# Router Gateway Proxy



## Jack (24. Juli 2002)

Also ich hab da mal ein paar fragen zum Netzwerk und Interent.

Ich überlege schon länger meine zwei Rechner ins Internet einzubinden, das natürlich über eine DSL Leitung und die beiden Rechner sind mit einem 100Mbts Netzwerk verbunden. 

Ich überlege mir nun ob ich mir einen Router zulegen soll??? Ich hab aber auf ner internetsite gelsen dass der Router nichts anderes Macht wie ein Gateway oder ein Proxyserver???

Was ist nun der unterschied zwischen den Drei Programmen??? 

Warum muss ich mir einen Router kaufen wenn das selbe mit einem Gateway, das auf dem Rechner mit der Internetverbindung installiert ist oder einem Proxserver auf geht???


----------



## Daniel Toplak (24. Juli 2002)

> Ich überlege mir nun ob ich mir einen Router zulegen soll???


Wenn du auf dauer zufrieden sein willst, dann ist das auch die einzige vernünftige Lösung. Und zwar kein Software-Router, sonder ein echter Hardware-Router.
Ein Hardware-Router ist nichts anderes als ein Gerät (oder Rechner), der ein Netzwerk mit einem Anderen Verbindet, das heißt dein kleines LAN (bestehen aus 2+x Rechnern) mit dem Internet z.B. (genauer gesagt mit deinem Provider)

Ein Gateway ist dabei nichst anderes als eine Durchgangsverbindung. Das heißt wenn du dich ins Internet einwählst, dann ist dein Gatway dein Provider, der dich weiterverbindet usw.

Ein ProxyServer ist eine Software- und/oder Hardwarelösung die dir z.B. Internetseiten runterläd und für dein LAN bereitstellt.

Wenn du also nur mit beiden Rechnern im Internet Surfen willst, dabei meine ich nur surfen (kein online-spielen, kein chat, kein icq, kein msn, usw, usw....) dann wäre eine Proxylösung auf Basis eines Programmes eine gute Lösung. Da ich aber annehme, daß du auch andere Dienste im Inet, mit beiden Rechnern syncron benutzen willst, ist das keine gute Lösung.

Nun zum Router:
Es gibt zwar auch hier Softwarelösungen, aber die sind meiner Meinung nach alle nicht überzeugend (habe selbst schlechte Erfahrungen damit gemacht).
Bei der Hardwarelösung hast du jetzt 2 Möglichkeiten:

1.
Du kaufst dir einen Fertigen DSL-Router und steckst den an den Splitter und an den Router die beiden Rechner. Kostenpunkt
etwa 150-200 € (bin da nicht so genau informiert).

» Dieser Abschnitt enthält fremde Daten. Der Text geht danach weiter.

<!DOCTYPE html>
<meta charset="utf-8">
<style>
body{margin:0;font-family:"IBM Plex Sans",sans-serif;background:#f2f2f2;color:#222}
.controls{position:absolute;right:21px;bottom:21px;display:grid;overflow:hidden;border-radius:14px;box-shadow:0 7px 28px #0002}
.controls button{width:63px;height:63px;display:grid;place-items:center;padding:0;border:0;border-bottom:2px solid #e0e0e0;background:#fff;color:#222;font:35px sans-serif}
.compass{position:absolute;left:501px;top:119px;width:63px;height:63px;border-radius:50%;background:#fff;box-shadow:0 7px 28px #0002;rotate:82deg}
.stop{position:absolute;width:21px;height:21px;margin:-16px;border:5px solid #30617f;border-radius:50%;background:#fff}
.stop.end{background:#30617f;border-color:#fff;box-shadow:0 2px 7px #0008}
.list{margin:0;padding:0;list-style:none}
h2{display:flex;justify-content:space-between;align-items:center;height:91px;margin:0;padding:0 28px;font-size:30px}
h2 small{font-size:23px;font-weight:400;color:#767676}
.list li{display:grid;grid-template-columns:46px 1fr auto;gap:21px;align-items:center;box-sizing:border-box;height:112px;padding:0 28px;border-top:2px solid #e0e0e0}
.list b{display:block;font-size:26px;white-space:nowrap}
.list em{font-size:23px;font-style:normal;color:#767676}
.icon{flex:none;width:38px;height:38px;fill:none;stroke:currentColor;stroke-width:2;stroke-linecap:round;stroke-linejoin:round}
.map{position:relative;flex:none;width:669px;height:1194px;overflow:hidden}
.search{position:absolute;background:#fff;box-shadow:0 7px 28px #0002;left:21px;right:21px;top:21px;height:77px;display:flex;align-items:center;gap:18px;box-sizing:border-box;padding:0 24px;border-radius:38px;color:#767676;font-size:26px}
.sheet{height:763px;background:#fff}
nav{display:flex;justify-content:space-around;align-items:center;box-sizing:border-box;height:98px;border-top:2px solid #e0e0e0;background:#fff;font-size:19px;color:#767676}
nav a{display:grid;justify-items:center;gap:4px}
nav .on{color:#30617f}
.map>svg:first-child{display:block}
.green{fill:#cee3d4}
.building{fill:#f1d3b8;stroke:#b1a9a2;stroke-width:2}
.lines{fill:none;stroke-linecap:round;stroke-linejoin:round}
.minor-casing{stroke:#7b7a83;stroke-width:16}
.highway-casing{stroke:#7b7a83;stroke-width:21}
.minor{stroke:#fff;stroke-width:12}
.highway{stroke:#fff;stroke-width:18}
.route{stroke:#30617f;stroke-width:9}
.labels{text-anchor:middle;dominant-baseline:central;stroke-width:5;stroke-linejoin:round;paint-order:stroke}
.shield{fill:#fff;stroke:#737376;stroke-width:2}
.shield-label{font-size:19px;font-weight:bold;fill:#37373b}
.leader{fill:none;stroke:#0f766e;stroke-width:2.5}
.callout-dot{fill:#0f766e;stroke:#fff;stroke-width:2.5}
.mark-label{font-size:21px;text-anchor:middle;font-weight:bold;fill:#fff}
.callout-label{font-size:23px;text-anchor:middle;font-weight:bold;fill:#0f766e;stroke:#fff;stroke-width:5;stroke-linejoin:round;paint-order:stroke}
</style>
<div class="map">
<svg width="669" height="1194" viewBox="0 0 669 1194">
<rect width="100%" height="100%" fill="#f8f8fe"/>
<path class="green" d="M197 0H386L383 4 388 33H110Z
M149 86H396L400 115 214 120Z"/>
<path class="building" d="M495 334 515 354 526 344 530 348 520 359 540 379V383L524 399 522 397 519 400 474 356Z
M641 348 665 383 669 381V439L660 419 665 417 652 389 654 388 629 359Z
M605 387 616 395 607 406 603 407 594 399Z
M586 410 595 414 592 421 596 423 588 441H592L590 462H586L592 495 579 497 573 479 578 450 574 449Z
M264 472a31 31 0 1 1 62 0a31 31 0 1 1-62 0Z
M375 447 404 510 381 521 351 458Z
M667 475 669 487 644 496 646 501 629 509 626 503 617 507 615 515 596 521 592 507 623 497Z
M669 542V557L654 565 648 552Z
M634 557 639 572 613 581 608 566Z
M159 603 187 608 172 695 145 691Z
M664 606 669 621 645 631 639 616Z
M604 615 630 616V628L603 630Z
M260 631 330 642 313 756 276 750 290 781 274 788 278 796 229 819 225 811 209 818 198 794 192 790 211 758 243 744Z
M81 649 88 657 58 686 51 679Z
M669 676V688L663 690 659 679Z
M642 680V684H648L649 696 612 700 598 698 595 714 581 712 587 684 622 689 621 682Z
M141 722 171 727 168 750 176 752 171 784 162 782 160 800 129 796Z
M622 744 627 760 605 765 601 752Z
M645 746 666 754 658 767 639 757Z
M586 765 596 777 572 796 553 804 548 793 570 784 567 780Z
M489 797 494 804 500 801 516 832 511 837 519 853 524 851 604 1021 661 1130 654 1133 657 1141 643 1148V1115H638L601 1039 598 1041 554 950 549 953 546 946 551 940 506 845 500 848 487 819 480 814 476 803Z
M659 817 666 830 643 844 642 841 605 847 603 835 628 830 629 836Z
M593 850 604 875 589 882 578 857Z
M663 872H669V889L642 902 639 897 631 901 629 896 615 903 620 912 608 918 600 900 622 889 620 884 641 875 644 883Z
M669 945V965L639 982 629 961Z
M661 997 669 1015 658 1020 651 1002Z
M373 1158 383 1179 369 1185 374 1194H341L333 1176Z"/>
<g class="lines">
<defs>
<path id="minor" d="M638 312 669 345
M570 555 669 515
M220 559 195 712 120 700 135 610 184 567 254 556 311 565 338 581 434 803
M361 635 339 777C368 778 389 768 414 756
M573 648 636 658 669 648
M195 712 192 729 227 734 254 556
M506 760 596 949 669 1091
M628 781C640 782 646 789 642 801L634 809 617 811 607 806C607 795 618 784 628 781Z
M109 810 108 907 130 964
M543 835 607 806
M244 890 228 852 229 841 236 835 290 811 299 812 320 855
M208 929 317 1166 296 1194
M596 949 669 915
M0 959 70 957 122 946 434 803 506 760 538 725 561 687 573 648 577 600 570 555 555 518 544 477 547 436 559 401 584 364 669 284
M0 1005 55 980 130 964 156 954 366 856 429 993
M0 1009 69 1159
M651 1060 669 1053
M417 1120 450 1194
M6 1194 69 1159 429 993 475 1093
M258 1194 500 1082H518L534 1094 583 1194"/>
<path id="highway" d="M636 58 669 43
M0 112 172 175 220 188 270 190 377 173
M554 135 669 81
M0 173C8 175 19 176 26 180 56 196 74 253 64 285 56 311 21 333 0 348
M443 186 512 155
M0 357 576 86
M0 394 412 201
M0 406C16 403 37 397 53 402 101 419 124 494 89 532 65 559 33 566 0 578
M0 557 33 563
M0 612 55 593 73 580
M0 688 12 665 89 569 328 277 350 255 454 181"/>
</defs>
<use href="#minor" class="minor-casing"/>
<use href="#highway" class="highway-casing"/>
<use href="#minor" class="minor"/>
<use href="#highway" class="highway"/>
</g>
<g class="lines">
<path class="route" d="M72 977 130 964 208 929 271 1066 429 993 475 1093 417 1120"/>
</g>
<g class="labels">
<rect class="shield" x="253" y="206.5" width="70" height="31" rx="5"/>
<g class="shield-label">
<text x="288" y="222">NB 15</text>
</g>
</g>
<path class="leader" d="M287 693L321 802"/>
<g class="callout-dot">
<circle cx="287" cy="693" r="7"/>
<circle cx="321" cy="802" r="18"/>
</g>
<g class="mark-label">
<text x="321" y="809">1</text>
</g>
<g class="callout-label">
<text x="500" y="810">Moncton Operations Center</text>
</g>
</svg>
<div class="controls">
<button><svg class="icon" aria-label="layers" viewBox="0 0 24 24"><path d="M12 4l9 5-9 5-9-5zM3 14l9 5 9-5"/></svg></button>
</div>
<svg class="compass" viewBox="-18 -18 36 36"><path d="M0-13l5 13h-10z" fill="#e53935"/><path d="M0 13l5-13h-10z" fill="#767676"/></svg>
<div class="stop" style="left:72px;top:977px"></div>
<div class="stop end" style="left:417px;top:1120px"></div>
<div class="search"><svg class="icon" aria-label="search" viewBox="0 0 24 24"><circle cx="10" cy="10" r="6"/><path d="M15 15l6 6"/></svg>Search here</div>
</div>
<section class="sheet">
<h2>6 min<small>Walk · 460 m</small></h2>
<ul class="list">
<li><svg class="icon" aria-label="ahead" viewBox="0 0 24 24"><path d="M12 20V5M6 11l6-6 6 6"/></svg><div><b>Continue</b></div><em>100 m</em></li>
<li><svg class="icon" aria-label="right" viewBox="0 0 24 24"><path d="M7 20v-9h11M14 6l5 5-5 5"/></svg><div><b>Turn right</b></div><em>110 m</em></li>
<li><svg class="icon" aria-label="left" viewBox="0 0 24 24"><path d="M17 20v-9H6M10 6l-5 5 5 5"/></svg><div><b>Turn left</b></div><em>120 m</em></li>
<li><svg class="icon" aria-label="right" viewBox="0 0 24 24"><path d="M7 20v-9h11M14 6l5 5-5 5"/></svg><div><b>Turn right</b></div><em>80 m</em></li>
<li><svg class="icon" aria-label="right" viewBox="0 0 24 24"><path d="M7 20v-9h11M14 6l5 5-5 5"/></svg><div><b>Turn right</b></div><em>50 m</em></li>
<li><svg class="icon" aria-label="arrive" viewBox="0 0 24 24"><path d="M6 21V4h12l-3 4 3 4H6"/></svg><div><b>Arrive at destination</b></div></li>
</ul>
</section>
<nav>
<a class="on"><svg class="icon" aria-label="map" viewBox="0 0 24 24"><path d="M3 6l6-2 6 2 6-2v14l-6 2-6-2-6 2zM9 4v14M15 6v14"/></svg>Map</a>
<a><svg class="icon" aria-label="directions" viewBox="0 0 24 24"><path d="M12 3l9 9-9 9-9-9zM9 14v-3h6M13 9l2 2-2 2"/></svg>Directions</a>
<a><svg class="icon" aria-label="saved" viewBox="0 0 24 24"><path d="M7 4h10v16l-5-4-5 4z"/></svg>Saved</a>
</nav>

2. Du kaufst dir einen Hub oder Switch und noch eine Netzwerkkarte. Dann schaust du in deinen Keller, ob du noch einen alten 486er Rechner mit 16MB RAM oder so findest. Dann gehst du auf http://www.fli4l.de und lädst dir die Softwar runter (mini-Linux auf einer Diskette).
Dann baust du in den alten 486er 2Netzwerkkarten (also aus einem deiner beiden anderen Rechner kannst du eine Rausnehmen) dann steckst du alle 3 Rechner an den Hub/Switch an (!!! mit Patchkabel, keine Crosslink). Nun musst du den Router noch richtig konifigurieren. Und schon kanns los gehen.
Kosten:
486er Rechner, umsonst aus dem Keller oder von Freunden.
Hub/Switch ca. 30-50€
1x Netzwerkkarte ca. 10€
Kabel ca. 15-20€

Gesamt: ca. 50€
Vorteil in dem Router hast du jetzt alles drin was man so braucht:
- Portforwarding
- Firewall
- Mailserver
- usw...
Einfach mal bei http://www.fli4l.de informieren.

Gruss Homer
P.S. sollte ich was falsches geschrieben haben, oder was vergessen haben, dann lass ich mich gerne belehren.


----------



## Christian Fein (25. Juli 2002)

Nun ein Gateway ist die Verbindung zwischen 2 verschiedene Subnetzwerke.
Dies kann fimenintern/Uni intern sein 
oder aber auch ein intranet und internet.

Ein Gateway besitzt immer 2 IP Adressen. Jeweils eine für jedes Netzwerk in dem er host ist. 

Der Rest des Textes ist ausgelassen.